Herkes safını belli etsin!

Süresiz Nafaka Mağdurları Platformu Başkanı İlhan Ergincan da “LGBT, feminist derneklerin, ülkemizin ekmeğini yiyen bazı kurumsal firmaların, AK Parti içinde ki yeşil feministlerin, derneklerin ve birkaç siyasi partinin sözde kadına şiddete son veriyor aldatmacası ile Avrupa’nın fonları ile beslenen şer odaklarına hizmet etmektedirler. İstanbul Sözleşmesi kadına şiddete son veren sözleşme değildir. İstanbul Sözleşmesi her türlü ahlaksızlığa, lanetlenmiş kavmin torunlarının eğilimlerine ve Allah’ın ayetlerine karşı getirilen bir sözleşmedir. Herkes safını belli etsin. İstanbul Sözleşmesi derhal iptal edilmelidir” ifadelerini kullandı.
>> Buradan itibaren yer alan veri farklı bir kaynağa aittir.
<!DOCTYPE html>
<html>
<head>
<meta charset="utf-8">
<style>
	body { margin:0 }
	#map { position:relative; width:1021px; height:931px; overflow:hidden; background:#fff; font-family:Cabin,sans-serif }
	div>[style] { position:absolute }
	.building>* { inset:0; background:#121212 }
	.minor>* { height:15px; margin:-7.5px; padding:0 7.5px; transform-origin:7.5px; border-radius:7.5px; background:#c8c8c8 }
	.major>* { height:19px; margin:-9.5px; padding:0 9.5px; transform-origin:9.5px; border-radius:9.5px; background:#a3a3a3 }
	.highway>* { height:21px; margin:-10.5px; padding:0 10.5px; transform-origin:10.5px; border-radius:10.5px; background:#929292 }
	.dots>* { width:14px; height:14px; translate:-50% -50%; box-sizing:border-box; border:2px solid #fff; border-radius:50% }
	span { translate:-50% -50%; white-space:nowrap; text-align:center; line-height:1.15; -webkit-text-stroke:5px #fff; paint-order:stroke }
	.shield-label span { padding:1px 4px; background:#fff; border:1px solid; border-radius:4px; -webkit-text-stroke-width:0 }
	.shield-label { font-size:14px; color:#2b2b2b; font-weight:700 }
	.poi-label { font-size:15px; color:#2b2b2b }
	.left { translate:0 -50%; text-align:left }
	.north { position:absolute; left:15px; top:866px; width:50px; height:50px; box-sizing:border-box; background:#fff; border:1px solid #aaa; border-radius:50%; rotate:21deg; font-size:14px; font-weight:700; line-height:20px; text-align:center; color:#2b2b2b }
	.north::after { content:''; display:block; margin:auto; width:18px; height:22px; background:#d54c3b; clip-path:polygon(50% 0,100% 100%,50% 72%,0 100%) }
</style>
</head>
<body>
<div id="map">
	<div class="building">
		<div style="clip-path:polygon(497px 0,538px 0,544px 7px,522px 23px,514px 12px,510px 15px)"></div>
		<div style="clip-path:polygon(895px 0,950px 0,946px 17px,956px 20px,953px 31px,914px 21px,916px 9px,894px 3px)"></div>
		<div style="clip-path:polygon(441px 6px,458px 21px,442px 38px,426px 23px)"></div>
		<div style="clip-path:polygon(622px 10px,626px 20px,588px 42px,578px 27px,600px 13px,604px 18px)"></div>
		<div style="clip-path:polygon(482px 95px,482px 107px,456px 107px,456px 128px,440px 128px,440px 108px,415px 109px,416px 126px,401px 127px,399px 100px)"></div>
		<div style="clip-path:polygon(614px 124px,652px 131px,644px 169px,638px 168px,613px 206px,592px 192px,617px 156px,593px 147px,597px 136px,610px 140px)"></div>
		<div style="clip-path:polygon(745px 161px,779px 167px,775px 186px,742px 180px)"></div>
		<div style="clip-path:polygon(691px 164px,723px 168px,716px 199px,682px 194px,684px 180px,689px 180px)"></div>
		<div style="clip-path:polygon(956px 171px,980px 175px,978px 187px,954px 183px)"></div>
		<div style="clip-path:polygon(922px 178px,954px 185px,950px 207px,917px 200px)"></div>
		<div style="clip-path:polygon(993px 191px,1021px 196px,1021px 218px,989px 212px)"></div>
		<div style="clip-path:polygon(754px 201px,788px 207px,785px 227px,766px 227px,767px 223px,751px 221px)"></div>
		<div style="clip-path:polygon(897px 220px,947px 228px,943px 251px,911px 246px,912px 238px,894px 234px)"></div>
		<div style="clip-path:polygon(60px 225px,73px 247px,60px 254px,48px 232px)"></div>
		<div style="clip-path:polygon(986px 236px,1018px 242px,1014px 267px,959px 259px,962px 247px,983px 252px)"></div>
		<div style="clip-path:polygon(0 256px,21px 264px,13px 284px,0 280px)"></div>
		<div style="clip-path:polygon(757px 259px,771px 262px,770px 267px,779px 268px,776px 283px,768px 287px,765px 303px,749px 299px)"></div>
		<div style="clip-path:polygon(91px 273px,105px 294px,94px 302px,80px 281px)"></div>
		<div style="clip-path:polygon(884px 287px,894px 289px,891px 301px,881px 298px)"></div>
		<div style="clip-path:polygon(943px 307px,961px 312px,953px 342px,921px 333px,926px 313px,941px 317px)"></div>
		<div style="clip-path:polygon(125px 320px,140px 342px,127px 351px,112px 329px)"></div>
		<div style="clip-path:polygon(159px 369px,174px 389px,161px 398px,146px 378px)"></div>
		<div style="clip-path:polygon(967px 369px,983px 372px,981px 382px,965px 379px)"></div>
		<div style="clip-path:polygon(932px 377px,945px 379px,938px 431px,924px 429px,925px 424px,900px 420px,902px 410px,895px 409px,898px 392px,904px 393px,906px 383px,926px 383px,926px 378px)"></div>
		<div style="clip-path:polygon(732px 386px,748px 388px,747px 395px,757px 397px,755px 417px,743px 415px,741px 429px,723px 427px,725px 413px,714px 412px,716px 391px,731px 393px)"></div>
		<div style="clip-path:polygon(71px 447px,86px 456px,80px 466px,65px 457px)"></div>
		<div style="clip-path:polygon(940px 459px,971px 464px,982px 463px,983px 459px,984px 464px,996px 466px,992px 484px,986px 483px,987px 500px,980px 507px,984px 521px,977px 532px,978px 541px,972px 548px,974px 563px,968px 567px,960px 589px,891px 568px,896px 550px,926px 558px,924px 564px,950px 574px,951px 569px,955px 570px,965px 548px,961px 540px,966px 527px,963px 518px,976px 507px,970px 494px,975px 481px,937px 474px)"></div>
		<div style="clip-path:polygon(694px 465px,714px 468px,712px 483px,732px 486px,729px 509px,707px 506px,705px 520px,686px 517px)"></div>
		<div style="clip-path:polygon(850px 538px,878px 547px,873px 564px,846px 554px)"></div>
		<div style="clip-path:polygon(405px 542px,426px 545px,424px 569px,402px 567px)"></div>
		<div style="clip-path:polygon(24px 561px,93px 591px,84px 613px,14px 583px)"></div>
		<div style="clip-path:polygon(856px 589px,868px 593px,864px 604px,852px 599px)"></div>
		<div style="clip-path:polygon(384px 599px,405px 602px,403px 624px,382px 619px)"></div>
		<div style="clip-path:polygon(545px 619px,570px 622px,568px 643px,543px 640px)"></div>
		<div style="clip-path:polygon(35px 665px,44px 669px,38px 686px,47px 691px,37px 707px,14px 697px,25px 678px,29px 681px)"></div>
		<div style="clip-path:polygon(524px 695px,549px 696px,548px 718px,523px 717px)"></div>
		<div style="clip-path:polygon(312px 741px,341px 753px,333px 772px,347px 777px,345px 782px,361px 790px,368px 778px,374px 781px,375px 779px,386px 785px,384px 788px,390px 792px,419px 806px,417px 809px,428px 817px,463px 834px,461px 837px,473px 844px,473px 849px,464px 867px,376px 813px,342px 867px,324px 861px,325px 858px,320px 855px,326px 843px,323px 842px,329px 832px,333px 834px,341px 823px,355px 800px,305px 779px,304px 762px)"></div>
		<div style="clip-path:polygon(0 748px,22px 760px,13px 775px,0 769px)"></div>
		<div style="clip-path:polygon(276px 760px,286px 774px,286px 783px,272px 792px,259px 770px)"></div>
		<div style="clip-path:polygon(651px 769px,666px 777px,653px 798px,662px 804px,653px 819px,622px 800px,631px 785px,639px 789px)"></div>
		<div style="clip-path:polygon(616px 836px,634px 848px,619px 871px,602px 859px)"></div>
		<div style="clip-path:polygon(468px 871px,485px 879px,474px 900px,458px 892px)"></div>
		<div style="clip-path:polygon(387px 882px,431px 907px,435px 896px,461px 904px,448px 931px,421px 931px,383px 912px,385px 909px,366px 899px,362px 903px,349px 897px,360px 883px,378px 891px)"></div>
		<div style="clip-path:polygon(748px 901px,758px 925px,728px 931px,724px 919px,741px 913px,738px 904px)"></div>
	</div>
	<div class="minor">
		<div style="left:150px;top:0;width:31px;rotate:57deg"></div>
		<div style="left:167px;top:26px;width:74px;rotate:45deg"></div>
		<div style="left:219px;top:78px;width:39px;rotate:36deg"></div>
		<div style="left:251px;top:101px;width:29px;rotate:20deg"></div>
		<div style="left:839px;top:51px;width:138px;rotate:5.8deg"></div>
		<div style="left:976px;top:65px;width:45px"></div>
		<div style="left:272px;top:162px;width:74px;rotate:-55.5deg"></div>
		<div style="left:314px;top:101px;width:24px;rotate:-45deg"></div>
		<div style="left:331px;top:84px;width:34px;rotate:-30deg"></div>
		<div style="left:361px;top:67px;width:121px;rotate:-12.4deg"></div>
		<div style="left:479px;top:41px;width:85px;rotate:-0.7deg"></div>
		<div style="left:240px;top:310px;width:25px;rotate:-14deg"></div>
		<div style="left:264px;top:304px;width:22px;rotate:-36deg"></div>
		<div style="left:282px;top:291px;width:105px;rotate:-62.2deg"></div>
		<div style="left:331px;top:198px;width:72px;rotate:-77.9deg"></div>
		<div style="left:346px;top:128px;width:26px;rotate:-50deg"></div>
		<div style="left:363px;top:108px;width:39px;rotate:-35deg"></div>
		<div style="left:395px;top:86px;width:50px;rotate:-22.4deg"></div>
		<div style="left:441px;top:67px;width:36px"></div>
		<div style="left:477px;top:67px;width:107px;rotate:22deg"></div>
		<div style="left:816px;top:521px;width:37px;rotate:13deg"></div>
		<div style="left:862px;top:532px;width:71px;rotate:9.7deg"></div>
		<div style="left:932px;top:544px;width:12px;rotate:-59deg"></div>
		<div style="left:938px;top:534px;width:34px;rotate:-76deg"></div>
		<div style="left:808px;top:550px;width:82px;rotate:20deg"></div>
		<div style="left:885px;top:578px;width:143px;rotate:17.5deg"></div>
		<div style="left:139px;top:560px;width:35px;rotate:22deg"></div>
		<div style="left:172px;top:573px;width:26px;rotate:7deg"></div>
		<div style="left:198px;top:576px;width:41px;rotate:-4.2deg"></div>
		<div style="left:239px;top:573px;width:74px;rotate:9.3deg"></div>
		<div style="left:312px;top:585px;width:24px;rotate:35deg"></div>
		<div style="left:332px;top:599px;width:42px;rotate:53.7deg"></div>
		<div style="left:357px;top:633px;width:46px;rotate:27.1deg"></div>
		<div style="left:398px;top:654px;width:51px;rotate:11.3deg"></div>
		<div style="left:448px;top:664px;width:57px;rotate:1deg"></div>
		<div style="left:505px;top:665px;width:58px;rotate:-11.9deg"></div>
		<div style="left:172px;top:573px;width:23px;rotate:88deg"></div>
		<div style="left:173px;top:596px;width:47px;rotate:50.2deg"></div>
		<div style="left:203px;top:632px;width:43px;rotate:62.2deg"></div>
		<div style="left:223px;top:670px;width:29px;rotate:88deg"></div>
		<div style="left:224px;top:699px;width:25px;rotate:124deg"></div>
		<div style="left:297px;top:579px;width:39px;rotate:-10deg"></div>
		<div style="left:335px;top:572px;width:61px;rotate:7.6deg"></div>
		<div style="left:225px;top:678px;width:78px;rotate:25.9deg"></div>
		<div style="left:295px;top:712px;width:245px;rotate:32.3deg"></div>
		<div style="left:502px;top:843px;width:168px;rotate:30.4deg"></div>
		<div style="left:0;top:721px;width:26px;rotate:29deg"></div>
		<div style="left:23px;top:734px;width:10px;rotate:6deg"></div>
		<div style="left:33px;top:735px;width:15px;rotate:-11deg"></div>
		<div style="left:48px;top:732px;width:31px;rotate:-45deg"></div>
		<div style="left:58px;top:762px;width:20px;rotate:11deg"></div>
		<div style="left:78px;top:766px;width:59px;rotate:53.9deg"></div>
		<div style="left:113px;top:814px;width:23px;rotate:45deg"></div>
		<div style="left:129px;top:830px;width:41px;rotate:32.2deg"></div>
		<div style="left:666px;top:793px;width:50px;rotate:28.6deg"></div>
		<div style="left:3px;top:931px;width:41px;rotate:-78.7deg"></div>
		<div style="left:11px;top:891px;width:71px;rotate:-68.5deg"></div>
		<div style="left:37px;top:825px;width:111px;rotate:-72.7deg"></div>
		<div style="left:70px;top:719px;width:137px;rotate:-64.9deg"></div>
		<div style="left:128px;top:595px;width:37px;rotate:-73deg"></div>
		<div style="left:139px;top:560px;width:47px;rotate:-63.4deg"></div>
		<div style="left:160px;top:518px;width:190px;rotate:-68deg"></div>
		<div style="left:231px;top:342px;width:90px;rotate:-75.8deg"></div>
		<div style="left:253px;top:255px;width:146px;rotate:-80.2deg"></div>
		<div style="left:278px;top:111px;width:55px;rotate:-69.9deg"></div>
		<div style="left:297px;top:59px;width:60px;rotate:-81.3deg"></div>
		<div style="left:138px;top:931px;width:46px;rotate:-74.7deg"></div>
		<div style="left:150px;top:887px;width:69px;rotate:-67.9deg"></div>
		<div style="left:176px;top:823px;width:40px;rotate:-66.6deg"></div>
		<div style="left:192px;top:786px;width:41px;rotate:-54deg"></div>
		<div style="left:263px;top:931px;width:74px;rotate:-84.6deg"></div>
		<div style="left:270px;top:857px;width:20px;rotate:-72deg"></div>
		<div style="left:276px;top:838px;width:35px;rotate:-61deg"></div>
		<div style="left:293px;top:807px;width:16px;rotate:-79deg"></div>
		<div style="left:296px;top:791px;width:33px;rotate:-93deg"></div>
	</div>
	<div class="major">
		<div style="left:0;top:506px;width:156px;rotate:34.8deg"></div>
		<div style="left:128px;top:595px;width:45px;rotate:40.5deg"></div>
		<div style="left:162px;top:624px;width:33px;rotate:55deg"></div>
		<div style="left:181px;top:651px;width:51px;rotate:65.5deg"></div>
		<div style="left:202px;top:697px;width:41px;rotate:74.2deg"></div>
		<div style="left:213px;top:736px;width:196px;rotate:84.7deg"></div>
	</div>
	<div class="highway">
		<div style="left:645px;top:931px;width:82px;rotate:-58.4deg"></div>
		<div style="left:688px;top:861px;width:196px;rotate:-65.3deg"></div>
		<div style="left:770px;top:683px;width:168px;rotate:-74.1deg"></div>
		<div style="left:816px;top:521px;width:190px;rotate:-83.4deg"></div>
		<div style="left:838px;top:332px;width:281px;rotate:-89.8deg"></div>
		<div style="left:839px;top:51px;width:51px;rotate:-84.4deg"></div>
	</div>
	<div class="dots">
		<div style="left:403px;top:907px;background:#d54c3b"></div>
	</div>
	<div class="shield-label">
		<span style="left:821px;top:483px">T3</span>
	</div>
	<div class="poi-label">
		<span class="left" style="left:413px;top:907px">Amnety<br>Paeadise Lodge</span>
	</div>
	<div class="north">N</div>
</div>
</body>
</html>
“Bu projeye karşı sessiz kalmayacağız”

İstanbul Sözleşmesine ilişkin TÜRGEV Başkanı Fatmanur Altun, TÜRGEV’in resmi internet sitesinde yaptığı açıklamada, “Türkiye Gençlik ve Eğitime Hizmet Vakfı (TÜRGEV) olarak biz de giderek belirginleşen bu dayatmaya karşı net duruşumuzu ortaya koyuyoruz. Homoseksüellik ve türevlerinin propagandasının yapılması, bunları özendirici üslup kullanılması toplumumuzun ezelden beri güçlü şekilde karşı olduğu bir olgudur. Ailelerin neredeyse tamamı biyolojik cinsiyeti temel almakta, çocuklarını ‘kadın’ ve ‘erkek’ olarak yetiştirmeye özen göstermektedir. İnsanlığı tehdit eden, toplumların taşıyıcı unsuru olan aileyi yok ederek toplumsal çözülme ve çürümeyi hızlandıran, gençlerin ve çocukların anlam dünyalarını altüst ederek onları bedensel ve ruhsal olarak yaralayan bu olguyu bir norm olarak asla kabul etmeyeceğiz. Propagandasının yapılmasına sessiz kalmayacağız. Gençlerimizin ve çocuklarımızın önüne konan bu yöndeki modelleri ve teşvikleri hoş görmeyeceğiz. İnsanlığın faşist yöntemlerle baskı altına alınmasına, cinsiyetsiz, ailesiz, atomize insan üretme projesine karşı sesimizi yükselteceğiz” diye konuştu.